### ASSIGNED TASK:
Collect all lines below with the string "halo".

### Dataset entries:
• • • • •

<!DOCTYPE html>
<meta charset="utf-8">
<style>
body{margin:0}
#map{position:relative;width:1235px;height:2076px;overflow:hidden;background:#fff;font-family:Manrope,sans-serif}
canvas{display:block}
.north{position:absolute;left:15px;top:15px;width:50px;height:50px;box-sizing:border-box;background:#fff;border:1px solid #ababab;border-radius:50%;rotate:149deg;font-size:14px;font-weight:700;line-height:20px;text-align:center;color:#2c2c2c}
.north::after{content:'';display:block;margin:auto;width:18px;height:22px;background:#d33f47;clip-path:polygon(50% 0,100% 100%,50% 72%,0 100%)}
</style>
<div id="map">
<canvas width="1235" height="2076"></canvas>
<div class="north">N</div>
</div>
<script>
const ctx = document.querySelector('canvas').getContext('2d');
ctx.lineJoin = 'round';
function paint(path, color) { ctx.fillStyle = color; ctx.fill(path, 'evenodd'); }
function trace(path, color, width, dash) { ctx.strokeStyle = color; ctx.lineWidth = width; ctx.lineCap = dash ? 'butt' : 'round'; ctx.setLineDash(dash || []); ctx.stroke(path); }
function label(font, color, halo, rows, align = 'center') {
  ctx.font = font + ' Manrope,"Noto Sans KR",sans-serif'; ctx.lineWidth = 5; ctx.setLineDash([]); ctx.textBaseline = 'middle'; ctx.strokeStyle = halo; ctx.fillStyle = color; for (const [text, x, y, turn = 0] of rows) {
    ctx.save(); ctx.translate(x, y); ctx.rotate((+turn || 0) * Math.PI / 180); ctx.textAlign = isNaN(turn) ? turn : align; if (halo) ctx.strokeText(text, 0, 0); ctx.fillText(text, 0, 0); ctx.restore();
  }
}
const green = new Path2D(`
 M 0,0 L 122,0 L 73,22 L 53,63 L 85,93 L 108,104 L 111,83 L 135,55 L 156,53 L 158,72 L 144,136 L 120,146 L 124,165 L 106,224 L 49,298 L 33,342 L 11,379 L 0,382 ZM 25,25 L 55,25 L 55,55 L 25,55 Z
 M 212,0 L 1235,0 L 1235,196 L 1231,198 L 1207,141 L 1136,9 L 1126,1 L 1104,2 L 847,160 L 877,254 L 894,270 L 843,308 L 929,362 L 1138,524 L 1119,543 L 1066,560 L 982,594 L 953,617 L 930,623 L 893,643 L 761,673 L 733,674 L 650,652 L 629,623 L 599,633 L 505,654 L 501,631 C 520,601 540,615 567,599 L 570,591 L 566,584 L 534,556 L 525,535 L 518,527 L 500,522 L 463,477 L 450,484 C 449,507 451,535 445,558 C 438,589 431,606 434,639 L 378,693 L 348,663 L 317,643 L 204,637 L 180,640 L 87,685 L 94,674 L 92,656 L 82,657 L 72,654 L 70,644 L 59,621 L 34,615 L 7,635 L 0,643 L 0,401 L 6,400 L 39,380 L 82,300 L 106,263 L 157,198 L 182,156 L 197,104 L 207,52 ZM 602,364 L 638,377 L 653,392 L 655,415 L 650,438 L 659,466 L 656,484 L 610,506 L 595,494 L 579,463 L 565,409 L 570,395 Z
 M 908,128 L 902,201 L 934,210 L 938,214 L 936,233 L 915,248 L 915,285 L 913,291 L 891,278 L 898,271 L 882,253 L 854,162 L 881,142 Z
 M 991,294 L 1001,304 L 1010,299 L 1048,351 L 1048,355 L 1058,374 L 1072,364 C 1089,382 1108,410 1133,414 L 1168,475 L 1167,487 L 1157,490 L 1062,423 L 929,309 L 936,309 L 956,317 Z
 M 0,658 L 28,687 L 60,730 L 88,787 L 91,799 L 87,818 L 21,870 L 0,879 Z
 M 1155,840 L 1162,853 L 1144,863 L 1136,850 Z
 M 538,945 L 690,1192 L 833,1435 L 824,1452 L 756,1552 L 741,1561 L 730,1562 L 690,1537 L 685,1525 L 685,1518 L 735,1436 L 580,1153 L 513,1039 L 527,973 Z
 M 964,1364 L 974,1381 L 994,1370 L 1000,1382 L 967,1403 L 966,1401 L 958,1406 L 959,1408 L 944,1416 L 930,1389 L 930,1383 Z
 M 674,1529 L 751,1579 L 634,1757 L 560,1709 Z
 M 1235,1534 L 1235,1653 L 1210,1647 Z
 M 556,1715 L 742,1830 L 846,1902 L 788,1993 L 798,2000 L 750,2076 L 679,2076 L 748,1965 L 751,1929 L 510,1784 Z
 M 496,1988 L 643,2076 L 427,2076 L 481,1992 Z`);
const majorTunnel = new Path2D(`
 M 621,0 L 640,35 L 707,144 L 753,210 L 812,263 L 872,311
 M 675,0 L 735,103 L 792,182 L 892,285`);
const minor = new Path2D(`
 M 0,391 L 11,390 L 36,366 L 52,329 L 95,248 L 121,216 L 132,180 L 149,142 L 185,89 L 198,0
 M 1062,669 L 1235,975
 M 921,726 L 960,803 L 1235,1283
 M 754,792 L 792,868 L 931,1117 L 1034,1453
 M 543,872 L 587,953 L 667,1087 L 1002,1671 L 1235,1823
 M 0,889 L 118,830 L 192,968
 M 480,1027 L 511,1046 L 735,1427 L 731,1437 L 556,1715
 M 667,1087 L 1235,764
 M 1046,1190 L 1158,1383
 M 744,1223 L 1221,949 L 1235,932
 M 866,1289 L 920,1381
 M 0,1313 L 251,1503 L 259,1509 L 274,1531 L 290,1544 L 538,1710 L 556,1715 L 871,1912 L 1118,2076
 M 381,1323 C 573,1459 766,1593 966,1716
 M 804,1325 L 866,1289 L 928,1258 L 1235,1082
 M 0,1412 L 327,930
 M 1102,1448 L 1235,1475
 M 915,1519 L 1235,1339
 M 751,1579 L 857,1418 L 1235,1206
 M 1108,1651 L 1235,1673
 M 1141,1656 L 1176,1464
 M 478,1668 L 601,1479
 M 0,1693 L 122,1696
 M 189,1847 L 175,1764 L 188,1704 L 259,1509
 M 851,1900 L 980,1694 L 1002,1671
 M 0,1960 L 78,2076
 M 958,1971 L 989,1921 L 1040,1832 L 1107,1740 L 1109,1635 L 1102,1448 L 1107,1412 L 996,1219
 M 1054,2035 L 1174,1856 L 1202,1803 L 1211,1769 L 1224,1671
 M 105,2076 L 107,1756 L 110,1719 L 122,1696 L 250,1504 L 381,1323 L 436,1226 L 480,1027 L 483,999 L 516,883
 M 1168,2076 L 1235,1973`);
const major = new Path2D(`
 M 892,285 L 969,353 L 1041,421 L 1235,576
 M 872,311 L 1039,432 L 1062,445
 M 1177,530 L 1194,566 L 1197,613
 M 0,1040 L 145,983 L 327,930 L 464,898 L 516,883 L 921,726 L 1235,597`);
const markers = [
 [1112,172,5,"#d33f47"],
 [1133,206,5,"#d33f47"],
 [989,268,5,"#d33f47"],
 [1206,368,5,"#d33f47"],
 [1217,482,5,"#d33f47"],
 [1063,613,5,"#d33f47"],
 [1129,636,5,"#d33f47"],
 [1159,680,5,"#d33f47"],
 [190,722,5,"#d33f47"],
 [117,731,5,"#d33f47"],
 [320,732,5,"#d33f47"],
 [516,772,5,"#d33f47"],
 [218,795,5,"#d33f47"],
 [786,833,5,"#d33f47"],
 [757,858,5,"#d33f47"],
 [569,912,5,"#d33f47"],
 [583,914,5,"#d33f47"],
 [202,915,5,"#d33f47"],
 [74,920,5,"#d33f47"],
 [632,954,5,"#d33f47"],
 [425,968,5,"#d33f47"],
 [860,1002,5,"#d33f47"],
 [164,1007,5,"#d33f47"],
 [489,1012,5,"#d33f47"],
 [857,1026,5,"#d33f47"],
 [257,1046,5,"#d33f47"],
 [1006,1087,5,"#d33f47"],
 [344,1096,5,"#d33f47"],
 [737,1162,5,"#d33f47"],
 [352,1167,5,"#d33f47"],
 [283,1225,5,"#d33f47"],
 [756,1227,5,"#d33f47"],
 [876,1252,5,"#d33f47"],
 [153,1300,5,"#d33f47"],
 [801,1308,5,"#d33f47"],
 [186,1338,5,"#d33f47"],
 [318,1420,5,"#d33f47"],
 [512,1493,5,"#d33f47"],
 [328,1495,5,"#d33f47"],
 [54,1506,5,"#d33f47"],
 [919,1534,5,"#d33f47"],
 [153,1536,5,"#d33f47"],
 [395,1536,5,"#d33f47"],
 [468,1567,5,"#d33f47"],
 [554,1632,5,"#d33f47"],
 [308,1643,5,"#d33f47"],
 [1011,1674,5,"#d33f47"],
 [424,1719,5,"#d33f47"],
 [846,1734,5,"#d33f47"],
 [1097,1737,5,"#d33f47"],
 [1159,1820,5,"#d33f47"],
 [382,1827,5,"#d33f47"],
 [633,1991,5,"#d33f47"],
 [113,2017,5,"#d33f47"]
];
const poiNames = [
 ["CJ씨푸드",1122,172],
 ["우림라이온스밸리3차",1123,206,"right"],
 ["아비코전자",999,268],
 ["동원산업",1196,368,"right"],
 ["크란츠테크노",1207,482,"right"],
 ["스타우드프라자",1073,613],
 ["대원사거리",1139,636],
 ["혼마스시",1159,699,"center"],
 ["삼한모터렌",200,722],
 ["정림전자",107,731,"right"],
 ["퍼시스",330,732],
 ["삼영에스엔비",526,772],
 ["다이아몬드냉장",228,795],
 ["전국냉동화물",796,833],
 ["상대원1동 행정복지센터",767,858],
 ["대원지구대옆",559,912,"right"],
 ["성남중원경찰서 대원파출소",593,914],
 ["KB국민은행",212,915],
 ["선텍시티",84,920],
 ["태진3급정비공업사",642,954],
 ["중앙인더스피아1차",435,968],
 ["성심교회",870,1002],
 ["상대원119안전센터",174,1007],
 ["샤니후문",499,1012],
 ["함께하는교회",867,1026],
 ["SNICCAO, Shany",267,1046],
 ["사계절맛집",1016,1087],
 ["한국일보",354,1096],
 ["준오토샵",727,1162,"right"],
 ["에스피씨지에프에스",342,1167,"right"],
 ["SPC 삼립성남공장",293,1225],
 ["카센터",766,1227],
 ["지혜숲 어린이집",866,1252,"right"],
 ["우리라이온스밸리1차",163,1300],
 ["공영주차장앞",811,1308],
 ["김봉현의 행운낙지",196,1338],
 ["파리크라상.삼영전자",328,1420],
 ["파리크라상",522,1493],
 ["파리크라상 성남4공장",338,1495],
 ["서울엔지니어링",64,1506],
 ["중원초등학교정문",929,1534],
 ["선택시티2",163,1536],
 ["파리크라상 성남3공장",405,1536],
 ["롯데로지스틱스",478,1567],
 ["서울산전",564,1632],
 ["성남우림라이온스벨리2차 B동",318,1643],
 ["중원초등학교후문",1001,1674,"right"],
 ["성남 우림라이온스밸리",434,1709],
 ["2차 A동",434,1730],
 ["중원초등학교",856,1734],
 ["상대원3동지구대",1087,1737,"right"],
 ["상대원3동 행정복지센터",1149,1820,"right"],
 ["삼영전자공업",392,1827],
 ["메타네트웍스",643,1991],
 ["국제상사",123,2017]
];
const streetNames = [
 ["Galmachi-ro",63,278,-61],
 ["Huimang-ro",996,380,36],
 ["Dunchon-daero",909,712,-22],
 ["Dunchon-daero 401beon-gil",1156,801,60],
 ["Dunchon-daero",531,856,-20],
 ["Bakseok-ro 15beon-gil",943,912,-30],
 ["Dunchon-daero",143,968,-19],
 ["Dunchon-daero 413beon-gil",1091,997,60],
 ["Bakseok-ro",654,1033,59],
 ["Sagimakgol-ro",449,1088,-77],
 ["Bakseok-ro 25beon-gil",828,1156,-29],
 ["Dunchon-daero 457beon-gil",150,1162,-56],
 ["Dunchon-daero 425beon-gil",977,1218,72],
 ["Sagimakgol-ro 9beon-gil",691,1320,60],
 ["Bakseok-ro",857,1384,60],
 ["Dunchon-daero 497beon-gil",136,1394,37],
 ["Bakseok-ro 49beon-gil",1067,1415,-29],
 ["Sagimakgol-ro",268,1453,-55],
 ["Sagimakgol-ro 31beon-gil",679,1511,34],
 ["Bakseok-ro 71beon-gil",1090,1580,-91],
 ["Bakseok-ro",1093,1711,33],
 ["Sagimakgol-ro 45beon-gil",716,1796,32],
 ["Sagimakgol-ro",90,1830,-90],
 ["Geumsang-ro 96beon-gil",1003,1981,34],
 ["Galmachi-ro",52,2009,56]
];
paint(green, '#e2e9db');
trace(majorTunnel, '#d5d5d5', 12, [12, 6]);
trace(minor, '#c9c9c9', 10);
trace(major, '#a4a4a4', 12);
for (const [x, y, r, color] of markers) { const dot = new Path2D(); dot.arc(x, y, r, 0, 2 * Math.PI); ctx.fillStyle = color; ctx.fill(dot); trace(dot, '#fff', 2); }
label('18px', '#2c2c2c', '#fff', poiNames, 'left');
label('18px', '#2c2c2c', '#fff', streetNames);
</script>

• • • • •

### SOLUTION BELOW:
function label(font, color, halo, rows, align = 'center') {
  ctx.font = font + ' Manrope,"Noto Sans KR",sans-serif'; ctx.lineWidth = 5; ctx.setLineDash([]); ctx.textBaseline = 'middle'; ctx.strokeStyle = halo; ctx.fillStyle = color; for (const [text, x, y, turn = 0] of rows) {
    ctx.save(); ctx.translate(x, y); ctx.rotate((+turn || 0) * Math.PI / 180); ctx.textAlign = isNaN(turn) ? turn : align; if (halo) ctx.strokeText(text, 0, 0); ctx.fillText(text, 0, 0); ctx.restore();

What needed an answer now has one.